**Goal of the exercise:** Search the material for the string "relate", then show every line where it turns up.

**Data:**
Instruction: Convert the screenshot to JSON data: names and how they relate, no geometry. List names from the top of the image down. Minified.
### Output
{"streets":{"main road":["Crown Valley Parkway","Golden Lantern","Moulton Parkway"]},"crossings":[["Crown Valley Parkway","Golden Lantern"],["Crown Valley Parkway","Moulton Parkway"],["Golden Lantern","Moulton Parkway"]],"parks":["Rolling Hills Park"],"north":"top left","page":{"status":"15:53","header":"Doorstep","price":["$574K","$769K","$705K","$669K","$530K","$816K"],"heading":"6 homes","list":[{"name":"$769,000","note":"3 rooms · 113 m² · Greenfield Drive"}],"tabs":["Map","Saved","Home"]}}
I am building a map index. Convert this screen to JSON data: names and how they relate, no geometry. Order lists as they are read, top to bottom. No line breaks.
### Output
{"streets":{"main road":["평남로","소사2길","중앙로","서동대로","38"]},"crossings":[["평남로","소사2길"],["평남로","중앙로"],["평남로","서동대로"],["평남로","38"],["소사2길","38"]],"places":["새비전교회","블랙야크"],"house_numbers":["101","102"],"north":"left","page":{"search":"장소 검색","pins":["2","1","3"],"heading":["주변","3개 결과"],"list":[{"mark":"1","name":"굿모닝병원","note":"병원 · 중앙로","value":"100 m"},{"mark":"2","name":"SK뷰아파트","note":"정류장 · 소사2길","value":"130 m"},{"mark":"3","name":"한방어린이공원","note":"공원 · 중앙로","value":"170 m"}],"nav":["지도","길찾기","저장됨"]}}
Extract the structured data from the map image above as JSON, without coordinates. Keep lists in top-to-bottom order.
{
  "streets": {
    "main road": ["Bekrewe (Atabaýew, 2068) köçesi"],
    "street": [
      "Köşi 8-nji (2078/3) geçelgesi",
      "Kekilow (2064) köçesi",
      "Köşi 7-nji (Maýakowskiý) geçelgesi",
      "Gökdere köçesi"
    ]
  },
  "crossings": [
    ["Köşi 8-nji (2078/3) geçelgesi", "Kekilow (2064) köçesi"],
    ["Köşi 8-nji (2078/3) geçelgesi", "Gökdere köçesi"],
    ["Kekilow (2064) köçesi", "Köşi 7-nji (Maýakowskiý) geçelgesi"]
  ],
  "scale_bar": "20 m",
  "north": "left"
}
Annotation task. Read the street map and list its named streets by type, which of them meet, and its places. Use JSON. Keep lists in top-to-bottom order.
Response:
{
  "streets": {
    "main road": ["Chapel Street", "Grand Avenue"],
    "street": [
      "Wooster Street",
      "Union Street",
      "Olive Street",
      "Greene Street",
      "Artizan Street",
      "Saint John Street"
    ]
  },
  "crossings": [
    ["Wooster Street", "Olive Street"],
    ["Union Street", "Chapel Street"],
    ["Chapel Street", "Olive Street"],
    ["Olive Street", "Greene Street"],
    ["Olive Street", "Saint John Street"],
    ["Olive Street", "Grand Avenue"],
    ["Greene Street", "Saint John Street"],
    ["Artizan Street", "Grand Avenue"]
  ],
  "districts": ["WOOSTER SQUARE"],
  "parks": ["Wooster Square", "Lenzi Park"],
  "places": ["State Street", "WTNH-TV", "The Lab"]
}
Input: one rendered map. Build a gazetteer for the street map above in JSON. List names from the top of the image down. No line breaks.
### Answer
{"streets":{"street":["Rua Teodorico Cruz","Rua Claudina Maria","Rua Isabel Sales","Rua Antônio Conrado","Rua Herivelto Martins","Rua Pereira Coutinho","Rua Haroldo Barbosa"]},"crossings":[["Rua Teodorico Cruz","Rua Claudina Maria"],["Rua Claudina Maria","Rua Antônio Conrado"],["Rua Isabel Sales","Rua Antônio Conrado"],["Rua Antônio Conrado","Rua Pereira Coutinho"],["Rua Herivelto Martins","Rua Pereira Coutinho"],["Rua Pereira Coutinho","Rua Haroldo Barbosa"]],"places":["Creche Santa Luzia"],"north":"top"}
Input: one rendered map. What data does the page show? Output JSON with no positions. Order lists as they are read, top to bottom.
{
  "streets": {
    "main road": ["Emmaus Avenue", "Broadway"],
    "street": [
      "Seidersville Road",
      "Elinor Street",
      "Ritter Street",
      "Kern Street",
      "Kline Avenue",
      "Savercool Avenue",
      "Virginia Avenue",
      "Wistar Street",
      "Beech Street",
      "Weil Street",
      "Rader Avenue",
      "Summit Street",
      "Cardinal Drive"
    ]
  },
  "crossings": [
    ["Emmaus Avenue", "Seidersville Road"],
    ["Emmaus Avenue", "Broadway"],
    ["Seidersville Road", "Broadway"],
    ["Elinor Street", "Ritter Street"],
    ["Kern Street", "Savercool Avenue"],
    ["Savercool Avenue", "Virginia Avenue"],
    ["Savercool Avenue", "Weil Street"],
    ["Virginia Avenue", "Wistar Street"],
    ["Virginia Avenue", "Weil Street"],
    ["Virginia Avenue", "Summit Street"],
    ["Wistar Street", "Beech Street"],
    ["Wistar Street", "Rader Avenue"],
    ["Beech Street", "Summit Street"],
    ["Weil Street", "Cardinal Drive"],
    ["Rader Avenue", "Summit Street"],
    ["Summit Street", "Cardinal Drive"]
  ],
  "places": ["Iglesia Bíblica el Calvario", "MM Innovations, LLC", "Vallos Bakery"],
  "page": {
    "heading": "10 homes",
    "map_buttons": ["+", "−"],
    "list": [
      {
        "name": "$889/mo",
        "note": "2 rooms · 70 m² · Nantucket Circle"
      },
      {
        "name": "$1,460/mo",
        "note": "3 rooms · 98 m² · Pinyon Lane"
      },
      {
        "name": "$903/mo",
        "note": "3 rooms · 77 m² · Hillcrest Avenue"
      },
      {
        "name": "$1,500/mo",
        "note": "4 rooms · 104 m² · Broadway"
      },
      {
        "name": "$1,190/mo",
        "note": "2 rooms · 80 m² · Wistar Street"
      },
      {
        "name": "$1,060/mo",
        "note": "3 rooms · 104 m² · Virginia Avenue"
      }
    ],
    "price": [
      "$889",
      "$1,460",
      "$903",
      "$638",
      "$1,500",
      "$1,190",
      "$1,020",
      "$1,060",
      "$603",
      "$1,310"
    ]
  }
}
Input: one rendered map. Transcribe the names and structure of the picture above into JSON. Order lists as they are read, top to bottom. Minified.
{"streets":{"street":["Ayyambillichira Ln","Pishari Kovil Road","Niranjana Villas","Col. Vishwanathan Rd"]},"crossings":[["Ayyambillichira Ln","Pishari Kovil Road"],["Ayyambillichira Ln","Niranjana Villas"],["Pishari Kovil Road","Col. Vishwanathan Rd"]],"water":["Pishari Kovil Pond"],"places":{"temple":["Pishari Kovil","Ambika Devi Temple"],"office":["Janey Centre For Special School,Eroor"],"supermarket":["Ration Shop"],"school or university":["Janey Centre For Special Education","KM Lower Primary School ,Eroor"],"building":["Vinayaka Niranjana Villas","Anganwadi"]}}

**Response to the exercise:**
Instruction: Convert the screenshot to JSON data: names and how they relate, no geometry. List names from the top of the image down. Minified.
I am building a map index. Convert this screen to JSON data: names and how they relate, no geometry. Order lists as they are read, top to bottom. No line breaks.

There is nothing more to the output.